*** Opening LISTED ENTRIES ***
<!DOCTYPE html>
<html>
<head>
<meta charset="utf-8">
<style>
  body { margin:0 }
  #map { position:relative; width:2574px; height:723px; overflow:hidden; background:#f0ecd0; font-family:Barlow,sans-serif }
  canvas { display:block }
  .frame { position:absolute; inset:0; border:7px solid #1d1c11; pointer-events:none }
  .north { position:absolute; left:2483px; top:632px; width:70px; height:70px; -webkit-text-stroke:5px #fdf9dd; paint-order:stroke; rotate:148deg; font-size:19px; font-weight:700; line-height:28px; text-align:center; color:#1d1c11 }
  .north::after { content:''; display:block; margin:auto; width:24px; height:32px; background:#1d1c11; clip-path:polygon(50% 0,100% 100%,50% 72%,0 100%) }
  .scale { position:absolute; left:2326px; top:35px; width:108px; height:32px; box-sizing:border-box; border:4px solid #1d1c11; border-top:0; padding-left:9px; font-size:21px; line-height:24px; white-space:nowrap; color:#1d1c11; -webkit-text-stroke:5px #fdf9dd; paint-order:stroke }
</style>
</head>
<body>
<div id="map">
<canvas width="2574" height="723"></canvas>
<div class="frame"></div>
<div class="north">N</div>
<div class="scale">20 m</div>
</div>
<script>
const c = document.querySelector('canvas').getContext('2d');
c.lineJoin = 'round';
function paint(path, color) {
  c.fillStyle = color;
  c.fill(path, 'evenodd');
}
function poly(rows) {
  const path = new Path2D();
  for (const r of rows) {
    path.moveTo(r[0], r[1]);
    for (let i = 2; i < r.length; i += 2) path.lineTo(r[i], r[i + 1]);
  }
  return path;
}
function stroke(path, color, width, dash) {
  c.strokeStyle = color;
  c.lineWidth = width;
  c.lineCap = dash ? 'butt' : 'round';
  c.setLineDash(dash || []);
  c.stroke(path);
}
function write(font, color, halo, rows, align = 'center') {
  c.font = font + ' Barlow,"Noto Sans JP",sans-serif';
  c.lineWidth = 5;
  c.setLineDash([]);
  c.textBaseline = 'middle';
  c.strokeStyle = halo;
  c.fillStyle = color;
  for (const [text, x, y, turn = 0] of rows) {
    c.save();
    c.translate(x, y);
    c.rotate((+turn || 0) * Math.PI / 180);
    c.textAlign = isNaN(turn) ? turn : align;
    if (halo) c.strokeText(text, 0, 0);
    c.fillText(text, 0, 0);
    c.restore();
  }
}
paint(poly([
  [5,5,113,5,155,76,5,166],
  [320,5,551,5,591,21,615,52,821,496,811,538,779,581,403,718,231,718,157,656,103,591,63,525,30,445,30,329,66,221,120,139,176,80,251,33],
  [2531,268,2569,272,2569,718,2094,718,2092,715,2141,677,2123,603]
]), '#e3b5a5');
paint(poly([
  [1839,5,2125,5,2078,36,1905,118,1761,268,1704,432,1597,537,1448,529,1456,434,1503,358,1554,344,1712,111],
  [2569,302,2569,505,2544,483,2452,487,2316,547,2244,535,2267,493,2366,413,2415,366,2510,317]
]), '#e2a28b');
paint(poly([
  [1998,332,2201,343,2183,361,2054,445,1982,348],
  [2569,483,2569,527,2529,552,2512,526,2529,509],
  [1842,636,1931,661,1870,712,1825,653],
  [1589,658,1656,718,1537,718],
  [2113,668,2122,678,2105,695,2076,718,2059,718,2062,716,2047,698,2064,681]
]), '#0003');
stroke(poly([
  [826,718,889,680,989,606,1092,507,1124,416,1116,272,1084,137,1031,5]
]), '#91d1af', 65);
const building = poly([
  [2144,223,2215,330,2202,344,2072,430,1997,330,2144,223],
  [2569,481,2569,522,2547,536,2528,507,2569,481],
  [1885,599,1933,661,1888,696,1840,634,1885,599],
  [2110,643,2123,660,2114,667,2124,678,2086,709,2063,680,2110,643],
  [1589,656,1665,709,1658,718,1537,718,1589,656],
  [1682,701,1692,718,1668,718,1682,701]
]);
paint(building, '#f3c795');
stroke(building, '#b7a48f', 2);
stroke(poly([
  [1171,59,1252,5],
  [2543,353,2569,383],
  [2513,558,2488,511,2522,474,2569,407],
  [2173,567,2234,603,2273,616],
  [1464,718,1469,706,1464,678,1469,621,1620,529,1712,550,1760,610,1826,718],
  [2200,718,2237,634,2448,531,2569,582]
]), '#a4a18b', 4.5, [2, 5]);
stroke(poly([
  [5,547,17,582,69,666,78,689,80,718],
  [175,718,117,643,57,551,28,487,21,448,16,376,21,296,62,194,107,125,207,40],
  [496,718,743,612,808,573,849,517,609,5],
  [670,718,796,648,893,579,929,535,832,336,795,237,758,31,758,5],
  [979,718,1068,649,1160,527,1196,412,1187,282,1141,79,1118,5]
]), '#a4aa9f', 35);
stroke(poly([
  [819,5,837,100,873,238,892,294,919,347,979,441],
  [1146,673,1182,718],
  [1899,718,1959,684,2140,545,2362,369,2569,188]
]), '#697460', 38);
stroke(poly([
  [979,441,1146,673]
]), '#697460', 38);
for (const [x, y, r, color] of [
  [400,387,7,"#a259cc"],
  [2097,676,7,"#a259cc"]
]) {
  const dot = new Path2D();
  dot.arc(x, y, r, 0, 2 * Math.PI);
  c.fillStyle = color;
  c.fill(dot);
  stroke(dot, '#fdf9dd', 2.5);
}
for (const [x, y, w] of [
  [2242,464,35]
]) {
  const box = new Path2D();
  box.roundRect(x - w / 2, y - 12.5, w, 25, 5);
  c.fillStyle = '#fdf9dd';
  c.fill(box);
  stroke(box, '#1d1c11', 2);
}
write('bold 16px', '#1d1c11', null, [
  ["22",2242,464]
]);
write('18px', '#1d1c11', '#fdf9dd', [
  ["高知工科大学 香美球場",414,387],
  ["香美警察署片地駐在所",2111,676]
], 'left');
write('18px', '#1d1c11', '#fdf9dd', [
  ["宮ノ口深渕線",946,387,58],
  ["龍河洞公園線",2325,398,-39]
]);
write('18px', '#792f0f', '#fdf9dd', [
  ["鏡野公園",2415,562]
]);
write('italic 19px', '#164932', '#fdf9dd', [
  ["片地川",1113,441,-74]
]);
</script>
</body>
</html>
*** Closing LISTED ENTRIES ***
WHAT NEEDS TO BE DONE
Output must consist only of the listing's lines from the first through the line with "for (const r", reproduced word for word.

ANSWER SPACE
<!DOCTYPE html>
<html>
<head>
<meta charset="utf-8">
<style>
  body { margin:0 }
  #map { position:relative; width:2574px; height:723px; overflow:hidden; background:#f0ecd0; font-family:Barlow,sans-serif }
  canvas { display:block }
  .frame { position:absolute; inset:0; border:7px solid #1d1c11; pointer-events:none }
  .north { position:absolute; left:2483px; top:632px; width:70px; height:70px; -webkit-text-stroke:5px #fdf9dd; paint-order:stroke; rotate:148deg; font-size:19px; font-weight:700; line-height:28px; text-align:center; color:#1d1c11 }
  .north::after { content:''; display:block; margin:auto; width:24px; height:32px; background:#1d1c11; clip-path:polygon(50% 0,100% 100%,50% 72%,0 100%) }
  .scale { position:absolute; left:2326px; top:35px; width:108px; height:32px; box-sizing:border-box; border:4px solid #1d1c11; border-top:0; padding-left:9px; font-size:21px; line-height:24px; white-space:nowrap; color:#1d1c11; -webkit-text-stroke:5px #fdf9dd; paint-order:stroke }
</style>
</head>
<body>
<div id="map">
<canvas width="2574" height="723"></canvas>
<div class="frame"></div>
<div class="north">N</div>
<div class="scale">20 m</div>
</div>
<script>
const c = document.querySelector('canvas').getContext('2d');
c.lineJoin = 'round';
function paint(path, color) {
  c.fillStyle = color;
  c.fill(path, 'evenodd');
}
function poly(rows) {
  const path = new Path2D();
  for (const r of rows) {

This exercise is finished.